There’s disagreement as to exactly how many senses we humans have (some say as many as 30), but it should be clear to anyone who’s ever made the effort to use them all–it’s definitely more than five. At no time is this fact more apparent to me than when I’m in a dark place.
Darkness reminds me of my first photography class in college: loading black and white film rolls into processing tanks in a pitch-black bathroom next to the darkroom. I did it all by feel, closing my eyes (even less necessary here than during the night run in my neighborhood), then unspooling the film from the safety of its canister–stretching it all the way to the floor before winding it back up into the tank. In this dark room I was acutely aware of my body in space; I could feel the very contours and limits of it. But at the same time I felt more than my body–it was as if my extra senses stretched out before me, and I could see the room and its contents even more vividly than if the light had been on.
There’s a reason most meditation takes place with eyes closed. Not being able to see with your eyes sends you deep inside yourself–and outside the limits of your ‘self’ at the same time.
Darkness is where we go to dream, to imagine and to create. In fact, many of my favorite in-the-dark memories are tinged with a magical quality (did that really happen or did I dream it?):
On a beach in Trinidad, under a sky filled with the light of what seemed like every single star in the universe, I didn’t really see, but felt, a leatherback sea turtle climb out of the crashing waves, dig a hole and lay her eggs. Her soft, sturdy head felt, absurdly, like the leather recliner in the house my grandparents lived in when I was a child…
Late one night, jet-lagged and sleepless in Rome, Italy, I stepped onto my balcony to listen to a lone guitar player sitting under a light on the deserted street, playing for nobody (or maybe for me)…

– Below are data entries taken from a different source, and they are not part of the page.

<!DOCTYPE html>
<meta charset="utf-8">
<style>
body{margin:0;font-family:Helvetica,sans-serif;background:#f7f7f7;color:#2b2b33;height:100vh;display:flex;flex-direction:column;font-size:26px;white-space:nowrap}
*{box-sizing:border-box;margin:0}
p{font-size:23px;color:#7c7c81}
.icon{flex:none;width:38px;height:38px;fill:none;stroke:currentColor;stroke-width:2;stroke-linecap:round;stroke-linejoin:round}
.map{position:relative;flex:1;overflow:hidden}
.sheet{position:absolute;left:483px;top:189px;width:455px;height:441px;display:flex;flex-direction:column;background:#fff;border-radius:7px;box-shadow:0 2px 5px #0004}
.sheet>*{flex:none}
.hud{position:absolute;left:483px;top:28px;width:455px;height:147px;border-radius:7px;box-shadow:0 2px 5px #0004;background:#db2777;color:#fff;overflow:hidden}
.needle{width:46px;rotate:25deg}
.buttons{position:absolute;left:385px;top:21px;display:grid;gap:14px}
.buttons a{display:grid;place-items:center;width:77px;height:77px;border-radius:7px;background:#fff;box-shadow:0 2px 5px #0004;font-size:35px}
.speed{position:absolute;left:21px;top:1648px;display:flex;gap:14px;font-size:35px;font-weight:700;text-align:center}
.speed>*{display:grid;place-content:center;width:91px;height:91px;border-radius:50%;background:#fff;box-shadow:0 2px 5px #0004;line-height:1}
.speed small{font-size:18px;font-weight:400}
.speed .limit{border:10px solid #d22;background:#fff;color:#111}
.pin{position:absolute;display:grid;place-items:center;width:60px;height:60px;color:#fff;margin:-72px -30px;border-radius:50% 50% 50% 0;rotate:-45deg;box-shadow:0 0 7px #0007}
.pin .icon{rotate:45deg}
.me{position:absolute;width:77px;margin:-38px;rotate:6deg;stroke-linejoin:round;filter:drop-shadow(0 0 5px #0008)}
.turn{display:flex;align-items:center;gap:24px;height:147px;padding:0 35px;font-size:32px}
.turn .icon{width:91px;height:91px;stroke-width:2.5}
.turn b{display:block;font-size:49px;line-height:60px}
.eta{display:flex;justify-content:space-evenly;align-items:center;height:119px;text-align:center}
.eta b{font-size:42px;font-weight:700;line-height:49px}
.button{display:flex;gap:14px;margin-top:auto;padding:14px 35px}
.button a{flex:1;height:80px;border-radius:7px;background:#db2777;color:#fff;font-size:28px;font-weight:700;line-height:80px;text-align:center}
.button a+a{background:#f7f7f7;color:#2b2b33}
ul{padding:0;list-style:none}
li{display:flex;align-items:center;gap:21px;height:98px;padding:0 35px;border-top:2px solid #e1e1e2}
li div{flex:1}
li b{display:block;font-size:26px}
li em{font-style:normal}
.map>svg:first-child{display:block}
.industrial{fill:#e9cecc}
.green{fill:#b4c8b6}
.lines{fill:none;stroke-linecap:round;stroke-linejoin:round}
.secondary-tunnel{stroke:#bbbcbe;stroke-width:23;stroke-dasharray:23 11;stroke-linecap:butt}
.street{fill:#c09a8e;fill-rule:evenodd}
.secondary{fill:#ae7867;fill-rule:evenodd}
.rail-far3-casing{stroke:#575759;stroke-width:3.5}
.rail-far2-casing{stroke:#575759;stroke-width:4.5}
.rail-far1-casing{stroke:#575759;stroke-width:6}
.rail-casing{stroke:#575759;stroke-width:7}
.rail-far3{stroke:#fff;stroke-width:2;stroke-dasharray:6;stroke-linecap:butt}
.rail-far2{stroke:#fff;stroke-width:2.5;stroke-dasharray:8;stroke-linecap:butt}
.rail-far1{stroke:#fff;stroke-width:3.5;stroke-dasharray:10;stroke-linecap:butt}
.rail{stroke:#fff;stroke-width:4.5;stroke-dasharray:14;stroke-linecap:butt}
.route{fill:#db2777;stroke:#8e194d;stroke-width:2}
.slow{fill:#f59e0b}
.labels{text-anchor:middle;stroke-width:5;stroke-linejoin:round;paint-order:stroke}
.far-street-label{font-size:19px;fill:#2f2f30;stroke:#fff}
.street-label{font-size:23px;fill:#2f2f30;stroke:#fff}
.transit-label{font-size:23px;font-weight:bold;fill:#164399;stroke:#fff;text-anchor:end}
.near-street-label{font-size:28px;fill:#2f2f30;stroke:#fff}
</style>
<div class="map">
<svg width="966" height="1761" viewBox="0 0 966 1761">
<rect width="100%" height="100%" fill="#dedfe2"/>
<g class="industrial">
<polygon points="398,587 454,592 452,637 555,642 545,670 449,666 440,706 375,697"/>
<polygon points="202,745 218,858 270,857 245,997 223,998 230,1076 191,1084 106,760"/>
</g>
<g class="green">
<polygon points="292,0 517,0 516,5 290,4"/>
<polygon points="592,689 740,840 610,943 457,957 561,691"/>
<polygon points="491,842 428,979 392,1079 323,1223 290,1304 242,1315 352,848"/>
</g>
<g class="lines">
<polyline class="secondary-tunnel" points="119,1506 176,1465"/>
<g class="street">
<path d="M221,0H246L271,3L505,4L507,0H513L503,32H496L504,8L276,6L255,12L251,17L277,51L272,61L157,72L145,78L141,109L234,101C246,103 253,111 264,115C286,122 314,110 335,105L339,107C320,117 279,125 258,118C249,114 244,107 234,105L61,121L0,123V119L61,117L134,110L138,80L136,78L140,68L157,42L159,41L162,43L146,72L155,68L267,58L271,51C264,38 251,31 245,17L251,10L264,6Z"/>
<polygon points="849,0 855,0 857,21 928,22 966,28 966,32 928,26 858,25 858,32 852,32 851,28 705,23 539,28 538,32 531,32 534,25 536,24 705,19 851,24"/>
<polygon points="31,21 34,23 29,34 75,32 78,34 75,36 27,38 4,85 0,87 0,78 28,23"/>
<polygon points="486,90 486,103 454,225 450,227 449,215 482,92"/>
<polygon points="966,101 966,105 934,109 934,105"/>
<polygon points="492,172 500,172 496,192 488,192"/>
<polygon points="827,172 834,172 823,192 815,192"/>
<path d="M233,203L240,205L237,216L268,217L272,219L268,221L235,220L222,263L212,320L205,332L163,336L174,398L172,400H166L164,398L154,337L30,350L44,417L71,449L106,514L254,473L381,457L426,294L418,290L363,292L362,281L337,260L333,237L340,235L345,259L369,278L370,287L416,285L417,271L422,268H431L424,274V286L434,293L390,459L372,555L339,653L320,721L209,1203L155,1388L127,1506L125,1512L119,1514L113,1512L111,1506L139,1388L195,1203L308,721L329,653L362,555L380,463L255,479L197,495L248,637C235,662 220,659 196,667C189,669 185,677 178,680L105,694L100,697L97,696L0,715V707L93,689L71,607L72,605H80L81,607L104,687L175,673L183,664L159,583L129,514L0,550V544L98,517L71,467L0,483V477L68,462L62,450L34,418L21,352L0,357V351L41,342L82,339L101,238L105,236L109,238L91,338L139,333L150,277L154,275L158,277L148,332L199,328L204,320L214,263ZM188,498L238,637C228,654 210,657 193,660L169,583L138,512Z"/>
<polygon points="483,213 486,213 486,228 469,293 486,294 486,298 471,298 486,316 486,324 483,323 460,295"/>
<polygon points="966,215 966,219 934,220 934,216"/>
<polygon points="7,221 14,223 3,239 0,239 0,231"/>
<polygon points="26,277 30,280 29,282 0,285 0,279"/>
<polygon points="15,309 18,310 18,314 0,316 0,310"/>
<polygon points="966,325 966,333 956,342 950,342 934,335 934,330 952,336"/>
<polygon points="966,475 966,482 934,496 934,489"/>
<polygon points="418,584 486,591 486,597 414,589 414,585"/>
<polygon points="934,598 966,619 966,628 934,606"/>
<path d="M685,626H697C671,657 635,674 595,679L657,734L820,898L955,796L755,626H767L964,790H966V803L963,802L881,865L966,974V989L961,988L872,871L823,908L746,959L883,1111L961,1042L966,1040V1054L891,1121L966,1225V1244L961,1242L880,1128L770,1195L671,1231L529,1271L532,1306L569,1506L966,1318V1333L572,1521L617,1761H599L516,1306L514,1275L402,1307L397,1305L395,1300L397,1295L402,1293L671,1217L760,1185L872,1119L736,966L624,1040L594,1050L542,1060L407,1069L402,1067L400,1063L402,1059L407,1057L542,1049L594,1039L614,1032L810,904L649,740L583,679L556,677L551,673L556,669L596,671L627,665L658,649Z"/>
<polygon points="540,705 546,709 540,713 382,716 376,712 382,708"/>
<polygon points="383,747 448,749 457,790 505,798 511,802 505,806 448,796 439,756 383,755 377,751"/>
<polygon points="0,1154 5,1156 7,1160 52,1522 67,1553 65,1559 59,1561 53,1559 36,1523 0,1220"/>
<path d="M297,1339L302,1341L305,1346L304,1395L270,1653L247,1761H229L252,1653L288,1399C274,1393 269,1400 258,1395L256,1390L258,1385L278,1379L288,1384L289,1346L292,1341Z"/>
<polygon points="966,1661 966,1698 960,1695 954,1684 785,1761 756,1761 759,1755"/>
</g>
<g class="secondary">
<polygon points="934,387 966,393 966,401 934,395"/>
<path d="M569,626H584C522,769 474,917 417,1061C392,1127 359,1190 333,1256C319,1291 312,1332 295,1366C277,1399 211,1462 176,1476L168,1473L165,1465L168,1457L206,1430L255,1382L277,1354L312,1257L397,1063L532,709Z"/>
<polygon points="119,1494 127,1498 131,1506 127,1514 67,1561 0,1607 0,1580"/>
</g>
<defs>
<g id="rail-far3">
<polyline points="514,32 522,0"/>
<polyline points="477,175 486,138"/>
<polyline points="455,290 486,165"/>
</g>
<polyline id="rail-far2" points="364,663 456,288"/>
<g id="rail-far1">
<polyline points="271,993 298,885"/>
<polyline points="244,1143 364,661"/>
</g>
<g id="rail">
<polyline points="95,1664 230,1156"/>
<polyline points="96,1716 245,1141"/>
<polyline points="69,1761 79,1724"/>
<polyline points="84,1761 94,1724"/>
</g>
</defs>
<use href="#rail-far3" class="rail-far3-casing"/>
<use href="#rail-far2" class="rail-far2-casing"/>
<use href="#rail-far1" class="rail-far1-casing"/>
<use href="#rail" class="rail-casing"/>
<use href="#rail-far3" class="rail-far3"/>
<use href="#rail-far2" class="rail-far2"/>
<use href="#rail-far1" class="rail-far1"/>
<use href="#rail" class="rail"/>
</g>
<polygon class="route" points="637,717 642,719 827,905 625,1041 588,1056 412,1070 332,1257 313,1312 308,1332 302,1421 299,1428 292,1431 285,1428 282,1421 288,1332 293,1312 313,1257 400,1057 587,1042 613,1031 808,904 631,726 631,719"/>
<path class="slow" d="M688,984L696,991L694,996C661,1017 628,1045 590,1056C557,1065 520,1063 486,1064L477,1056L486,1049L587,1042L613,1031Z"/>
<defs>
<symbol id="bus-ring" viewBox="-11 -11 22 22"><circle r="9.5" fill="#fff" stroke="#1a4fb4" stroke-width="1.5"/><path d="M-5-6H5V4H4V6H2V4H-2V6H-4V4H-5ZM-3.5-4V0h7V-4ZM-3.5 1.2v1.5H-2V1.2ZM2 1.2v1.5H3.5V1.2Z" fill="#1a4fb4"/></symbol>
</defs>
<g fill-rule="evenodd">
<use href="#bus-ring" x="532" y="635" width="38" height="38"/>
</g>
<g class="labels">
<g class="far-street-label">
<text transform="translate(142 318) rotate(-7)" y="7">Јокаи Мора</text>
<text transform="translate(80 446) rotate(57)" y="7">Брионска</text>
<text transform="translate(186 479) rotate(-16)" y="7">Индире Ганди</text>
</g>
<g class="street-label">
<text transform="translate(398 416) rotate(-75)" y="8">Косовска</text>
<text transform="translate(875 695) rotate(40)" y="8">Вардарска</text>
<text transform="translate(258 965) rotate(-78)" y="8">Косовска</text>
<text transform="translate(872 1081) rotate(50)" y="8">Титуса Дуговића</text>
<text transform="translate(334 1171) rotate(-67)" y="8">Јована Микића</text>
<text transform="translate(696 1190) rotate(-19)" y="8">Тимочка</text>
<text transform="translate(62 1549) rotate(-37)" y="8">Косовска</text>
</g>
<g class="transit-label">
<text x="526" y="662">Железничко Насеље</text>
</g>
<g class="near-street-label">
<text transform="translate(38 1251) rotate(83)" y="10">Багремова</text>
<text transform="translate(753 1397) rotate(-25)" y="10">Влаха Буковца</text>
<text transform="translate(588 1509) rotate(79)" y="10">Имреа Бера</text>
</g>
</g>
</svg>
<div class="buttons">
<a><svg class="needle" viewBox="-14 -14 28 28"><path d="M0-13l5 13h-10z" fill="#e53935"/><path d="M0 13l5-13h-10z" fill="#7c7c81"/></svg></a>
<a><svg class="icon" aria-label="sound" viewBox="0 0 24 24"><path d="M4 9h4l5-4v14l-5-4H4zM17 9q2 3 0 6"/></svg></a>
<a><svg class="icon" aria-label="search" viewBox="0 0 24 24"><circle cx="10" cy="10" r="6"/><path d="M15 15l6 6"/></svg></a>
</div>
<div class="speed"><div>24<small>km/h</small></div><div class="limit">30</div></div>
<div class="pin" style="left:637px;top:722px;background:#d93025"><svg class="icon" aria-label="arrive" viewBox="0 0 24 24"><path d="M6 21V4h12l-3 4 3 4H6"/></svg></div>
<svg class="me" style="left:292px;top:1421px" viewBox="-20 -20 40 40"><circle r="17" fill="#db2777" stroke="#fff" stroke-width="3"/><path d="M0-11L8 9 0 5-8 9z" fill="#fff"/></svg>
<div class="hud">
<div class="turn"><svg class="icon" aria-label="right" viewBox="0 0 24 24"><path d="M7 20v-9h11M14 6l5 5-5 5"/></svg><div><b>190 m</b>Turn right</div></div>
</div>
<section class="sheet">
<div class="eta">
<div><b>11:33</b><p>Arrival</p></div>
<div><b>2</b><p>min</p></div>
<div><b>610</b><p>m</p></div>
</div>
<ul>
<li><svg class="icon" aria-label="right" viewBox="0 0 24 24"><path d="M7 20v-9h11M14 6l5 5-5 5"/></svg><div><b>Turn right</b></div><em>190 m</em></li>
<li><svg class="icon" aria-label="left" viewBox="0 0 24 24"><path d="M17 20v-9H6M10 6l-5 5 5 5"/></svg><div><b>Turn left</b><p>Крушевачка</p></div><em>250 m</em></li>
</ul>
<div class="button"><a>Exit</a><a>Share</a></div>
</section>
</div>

It’s easy to underestimate the sheer volume of visual stimulation we encounter every day–phone and computer and TV screens, billboards, the general rush and blur of life. When you cut this out, even just a little bit, the world comes into a different kind of focus.
Like the intimate vulnerability, the easy camaraderie, people share when they’re together in the dark: around a campfire, at a coffee shop at 5:00 am, on a train at midnight headed back home. At times like this it feels like we’re all in it together, this collective dream.
Sometimes at night, after my children are asleep, I go out to the backyard and lie in my hammock. Each night is dark, of course, but always different. One night clouds move restlessly across the sky. The half-moon looks like a melon with the top chopped off, and the sound of the wind moves through the trees like the ocean, just out of sight. The next night the sky is clear and quiet: no wind, only crickets. Connect-the-dot stars cast an invisible net across the moon.
I find my eyes are closed but my imagination is open. My senses are alive.